Your objective. For each line below with the word "rotate", write out a copy.

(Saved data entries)
======

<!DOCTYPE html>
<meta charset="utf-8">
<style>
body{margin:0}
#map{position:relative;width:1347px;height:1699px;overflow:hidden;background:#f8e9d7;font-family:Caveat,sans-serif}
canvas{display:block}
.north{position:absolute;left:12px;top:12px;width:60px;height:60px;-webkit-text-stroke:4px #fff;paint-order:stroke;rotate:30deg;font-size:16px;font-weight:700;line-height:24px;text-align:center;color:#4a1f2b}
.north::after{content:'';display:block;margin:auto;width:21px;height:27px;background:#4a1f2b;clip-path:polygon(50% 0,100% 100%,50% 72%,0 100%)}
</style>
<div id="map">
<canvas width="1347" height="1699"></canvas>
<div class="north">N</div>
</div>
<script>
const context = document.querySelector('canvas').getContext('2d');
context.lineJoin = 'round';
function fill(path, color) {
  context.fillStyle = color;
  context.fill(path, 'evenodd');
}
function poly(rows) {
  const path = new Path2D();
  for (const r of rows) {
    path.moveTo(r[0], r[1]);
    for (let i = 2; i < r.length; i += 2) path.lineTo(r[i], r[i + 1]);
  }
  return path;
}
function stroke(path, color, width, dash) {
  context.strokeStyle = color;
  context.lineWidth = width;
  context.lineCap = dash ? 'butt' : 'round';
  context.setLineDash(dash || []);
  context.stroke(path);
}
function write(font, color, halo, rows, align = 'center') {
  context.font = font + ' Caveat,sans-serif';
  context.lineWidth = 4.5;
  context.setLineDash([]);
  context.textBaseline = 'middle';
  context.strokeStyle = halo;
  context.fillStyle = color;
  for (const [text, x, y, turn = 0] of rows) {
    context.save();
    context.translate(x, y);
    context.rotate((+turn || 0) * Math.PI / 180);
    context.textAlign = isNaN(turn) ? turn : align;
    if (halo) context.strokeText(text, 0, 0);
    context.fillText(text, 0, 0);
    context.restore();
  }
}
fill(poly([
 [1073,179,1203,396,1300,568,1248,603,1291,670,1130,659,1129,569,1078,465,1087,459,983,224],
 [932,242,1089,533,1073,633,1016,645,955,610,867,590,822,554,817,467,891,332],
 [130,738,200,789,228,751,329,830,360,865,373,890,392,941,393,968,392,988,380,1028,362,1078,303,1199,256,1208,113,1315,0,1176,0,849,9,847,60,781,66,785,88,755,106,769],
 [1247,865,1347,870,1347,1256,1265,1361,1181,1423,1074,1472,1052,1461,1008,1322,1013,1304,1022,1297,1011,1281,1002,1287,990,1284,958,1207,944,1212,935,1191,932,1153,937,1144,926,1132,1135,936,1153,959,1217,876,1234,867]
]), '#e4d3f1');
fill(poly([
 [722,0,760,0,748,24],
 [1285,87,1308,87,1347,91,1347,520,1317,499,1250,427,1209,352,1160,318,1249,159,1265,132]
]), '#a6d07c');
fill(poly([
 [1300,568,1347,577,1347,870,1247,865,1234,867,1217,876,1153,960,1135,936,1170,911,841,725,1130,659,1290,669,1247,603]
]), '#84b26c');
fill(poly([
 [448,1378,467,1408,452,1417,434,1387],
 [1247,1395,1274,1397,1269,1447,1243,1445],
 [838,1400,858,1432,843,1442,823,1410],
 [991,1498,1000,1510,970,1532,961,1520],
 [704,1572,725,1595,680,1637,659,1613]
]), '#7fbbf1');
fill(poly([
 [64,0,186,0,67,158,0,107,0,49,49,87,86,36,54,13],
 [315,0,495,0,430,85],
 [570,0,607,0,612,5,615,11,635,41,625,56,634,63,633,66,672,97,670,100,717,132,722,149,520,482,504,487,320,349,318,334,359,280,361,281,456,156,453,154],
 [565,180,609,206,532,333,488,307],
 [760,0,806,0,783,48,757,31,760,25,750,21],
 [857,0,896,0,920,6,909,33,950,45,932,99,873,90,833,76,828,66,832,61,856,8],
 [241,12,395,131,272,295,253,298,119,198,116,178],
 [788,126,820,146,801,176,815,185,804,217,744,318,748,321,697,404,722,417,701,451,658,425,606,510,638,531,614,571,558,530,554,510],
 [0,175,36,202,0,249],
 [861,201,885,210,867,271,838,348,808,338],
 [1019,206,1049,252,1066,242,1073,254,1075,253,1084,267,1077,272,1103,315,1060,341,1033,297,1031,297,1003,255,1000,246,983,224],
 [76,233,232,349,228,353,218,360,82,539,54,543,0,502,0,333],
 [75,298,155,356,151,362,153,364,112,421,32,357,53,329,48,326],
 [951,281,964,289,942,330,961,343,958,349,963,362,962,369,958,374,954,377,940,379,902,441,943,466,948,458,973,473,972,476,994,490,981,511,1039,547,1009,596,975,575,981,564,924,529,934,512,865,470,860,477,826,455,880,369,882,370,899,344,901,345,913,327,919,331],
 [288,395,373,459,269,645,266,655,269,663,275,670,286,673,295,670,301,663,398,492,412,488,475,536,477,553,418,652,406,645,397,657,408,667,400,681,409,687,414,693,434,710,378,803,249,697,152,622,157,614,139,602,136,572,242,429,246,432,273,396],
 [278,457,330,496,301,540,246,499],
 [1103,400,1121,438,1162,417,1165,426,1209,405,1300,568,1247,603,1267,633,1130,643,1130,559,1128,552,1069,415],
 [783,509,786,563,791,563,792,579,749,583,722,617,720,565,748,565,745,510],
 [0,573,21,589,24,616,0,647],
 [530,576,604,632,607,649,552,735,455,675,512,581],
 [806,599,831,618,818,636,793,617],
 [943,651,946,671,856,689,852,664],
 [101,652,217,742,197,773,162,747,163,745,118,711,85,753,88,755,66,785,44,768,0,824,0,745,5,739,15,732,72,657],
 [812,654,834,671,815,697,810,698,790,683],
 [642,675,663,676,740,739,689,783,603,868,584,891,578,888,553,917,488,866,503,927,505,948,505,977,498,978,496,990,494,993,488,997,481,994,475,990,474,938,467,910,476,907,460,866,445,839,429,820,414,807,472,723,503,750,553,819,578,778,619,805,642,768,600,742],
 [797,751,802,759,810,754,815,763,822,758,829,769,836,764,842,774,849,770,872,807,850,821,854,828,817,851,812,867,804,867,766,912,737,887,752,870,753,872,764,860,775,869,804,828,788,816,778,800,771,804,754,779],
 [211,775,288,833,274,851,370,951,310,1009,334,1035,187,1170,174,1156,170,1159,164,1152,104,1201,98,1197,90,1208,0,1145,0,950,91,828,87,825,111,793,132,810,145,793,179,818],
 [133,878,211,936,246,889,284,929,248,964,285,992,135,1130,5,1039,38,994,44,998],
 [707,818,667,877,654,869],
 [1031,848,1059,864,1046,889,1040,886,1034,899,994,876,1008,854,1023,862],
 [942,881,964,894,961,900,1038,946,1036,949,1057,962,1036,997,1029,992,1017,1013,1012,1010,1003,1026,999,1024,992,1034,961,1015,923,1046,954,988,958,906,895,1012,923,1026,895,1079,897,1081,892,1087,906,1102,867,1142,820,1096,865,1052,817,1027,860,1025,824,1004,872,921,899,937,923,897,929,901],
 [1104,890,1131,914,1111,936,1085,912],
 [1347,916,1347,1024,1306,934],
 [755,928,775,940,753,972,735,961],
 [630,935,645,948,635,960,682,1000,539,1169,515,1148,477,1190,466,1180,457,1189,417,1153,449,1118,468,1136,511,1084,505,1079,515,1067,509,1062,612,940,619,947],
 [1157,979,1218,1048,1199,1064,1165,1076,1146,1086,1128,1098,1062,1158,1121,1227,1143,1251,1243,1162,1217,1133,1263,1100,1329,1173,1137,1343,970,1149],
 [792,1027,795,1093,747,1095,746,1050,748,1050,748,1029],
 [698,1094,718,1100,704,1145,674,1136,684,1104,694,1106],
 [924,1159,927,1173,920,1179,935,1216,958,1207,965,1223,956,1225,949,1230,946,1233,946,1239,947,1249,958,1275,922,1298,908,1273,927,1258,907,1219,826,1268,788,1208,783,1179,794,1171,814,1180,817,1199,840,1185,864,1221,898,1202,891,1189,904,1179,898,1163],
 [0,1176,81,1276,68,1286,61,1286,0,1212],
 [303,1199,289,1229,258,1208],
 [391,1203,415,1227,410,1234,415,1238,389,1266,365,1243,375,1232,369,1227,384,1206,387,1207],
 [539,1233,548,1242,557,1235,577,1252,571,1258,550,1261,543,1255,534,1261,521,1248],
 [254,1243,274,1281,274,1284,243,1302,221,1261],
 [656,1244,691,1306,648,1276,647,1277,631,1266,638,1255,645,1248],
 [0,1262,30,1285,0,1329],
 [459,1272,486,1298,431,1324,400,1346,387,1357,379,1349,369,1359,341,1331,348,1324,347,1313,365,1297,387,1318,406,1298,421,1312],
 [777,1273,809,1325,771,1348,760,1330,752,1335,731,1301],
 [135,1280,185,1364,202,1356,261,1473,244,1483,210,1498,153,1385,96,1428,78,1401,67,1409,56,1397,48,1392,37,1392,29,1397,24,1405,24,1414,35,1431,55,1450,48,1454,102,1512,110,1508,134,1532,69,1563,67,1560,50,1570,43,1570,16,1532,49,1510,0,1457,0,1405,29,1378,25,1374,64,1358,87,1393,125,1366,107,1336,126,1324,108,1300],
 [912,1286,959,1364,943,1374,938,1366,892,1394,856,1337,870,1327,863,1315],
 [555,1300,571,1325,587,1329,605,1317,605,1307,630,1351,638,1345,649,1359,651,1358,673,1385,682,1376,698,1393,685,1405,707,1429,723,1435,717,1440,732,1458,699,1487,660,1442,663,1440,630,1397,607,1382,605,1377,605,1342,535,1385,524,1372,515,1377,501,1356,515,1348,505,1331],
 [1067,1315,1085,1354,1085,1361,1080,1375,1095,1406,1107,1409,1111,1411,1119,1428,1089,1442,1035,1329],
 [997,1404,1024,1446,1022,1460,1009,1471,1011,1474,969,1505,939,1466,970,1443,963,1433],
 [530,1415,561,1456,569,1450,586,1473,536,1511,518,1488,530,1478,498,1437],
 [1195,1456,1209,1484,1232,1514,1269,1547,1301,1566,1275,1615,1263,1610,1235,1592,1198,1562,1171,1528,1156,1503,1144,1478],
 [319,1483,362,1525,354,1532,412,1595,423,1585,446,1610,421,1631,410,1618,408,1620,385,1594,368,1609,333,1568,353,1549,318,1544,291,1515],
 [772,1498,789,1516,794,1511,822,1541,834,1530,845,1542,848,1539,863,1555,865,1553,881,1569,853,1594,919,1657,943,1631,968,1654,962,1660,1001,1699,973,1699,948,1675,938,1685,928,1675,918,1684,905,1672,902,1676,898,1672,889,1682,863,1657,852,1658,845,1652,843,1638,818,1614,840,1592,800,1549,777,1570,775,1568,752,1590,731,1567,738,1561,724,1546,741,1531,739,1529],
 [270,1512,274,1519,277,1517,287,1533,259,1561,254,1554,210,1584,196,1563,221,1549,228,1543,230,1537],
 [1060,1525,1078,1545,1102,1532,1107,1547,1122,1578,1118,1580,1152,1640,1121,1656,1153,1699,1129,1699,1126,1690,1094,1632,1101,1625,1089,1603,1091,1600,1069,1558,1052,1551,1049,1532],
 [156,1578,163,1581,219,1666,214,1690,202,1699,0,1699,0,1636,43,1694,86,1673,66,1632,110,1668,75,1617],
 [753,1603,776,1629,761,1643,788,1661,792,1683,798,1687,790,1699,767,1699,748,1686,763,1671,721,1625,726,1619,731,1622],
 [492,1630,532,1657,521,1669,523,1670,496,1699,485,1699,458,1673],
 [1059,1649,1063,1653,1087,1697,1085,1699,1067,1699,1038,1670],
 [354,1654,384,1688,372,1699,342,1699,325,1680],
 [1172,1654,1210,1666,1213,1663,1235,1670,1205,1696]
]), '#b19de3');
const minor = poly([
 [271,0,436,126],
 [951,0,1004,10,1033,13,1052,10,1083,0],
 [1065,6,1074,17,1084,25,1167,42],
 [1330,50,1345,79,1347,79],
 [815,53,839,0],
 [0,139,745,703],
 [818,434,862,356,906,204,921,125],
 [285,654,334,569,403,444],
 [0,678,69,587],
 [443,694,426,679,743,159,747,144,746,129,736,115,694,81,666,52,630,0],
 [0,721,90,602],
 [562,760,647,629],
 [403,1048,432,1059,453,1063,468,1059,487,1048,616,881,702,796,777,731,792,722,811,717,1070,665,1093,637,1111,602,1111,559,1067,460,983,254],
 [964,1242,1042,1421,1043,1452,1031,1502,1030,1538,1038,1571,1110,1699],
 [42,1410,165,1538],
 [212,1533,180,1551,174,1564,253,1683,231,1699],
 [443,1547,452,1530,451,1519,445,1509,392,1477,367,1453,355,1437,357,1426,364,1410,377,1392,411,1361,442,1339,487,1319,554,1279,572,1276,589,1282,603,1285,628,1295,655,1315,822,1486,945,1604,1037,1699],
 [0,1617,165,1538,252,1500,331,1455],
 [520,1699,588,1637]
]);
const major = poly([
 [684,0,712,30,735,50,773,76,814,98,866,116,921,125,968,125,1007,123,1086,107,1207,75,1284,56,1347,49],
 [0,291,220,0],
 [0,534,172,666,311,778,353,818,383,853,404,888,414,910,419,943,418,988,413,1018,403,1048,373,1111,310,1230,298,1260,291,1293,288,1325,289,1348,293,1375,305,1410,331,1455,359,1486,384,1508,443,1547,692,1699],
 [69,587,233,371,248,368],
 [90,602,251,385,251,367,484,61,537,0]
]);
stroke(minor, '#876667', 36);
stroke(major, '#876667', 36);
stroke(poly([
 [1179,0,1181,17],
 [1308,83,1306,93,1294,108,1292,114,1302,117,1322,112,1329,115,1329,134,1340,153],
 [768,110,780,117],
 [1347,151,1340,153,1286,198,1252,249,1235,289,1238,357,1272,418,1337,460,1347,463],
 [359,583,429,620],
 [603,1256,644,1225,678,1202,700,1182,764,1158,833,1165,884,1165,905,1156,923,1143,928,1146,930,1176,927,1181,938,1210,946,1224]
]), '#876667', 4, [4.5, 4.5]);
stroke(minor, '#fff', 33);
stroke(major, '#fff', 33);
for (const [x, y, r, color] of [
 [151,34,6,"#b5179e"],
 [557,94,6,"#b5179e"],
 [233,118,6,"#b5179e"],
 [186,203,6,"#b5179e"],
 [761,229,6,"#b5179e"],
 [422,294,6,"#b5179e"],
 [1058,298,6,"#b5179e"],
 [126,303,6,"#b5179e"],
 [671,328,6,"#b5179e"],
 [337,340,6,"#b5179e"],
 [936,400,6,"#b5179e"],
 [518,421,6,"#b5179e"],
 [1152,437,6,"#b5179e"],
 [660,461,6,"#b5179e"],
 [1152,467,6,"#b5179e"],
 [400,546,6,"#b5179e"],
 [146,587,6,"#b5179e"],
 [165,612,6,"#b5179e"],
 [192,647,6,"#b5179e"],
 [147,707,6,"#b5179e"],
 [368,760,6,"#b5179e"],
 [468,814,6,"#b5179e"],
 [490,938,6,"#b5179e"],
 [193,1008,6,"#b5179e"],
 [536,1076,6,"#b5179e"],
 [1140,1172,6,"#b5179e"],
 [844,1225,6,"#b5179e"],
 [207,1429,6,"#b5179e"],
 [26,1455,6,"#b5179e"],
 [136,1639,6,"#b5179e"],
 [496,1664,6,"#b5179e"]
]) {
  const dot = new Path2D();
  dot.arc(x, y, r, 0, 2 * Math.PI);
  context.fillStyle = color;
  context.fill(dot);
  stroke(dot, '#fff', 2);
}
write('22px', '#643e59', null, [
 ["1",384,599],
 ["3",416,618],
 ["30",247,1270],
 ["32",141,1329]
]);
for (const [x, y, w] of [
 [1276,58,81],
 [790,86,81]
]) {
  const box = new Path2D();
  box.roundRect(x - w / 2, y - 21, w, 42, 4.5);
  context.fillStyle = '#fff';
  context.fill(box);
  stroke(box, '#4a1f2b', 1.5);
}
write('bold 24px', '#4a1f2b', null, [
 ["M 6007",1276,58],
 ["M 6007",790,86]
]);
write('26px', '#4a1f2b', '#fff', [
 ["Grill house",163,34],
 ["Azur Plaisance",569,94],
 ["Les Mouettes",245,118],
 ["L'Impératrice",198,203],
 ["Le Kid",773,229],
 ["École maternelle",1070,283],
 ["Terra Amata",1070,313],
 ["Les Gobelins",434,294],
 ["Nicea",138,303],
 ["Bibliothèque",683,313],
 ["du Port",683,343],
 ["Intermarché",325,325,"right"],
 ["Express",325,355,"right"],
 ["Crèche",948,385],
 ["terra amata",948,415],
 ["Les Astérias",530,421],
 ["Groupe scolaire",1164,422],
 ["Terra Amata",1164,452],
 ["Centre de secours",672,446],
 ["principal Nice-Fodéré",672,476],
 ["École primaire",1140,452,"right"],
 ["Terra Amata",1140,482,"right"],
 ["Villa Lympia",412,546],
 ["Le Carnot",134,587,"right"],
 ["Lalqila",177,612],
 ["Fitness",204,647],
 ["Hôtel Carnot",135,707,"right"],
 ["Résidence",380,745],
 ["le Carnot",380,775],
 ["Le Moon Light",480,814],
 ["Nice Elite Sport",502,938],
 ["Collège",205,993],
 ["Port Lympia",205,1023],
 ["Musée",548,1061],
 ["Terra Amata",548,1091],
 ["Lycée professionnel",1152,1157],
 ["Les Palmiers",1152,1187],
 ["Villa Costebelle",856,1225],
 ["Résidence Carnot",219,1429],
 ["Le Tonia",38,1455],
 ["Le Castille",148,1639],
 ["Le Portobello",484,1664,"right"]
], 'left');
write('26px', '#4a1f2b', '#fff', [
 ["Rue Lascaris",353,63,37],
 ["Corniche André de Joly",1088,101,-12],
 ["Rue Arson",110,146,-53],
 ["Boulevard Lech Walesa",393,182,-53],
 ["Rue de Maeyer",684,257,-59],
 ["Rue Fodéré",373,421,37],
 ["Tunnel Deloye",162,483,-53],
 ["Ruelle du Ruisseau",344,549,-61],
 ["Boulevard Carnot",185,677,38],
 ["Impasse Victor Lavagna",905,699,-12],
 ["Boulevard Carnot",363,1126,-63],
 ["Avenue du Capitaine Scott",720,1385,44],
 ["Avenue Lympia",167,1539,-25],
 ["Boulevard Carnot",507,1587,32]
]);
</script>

======

Solved exercise.
.north{position:absolute;left:12px;top:12px;width:60px;height:60px;-webkit-text-stroke:4px #fff;paint-order:stroke;rotate:30deg;font-size:16px;font-weight:700;line-height:24px;text-align:center;color:#4a1f2b}
    context.rotate((+turn || 0) * Math.PI / 180);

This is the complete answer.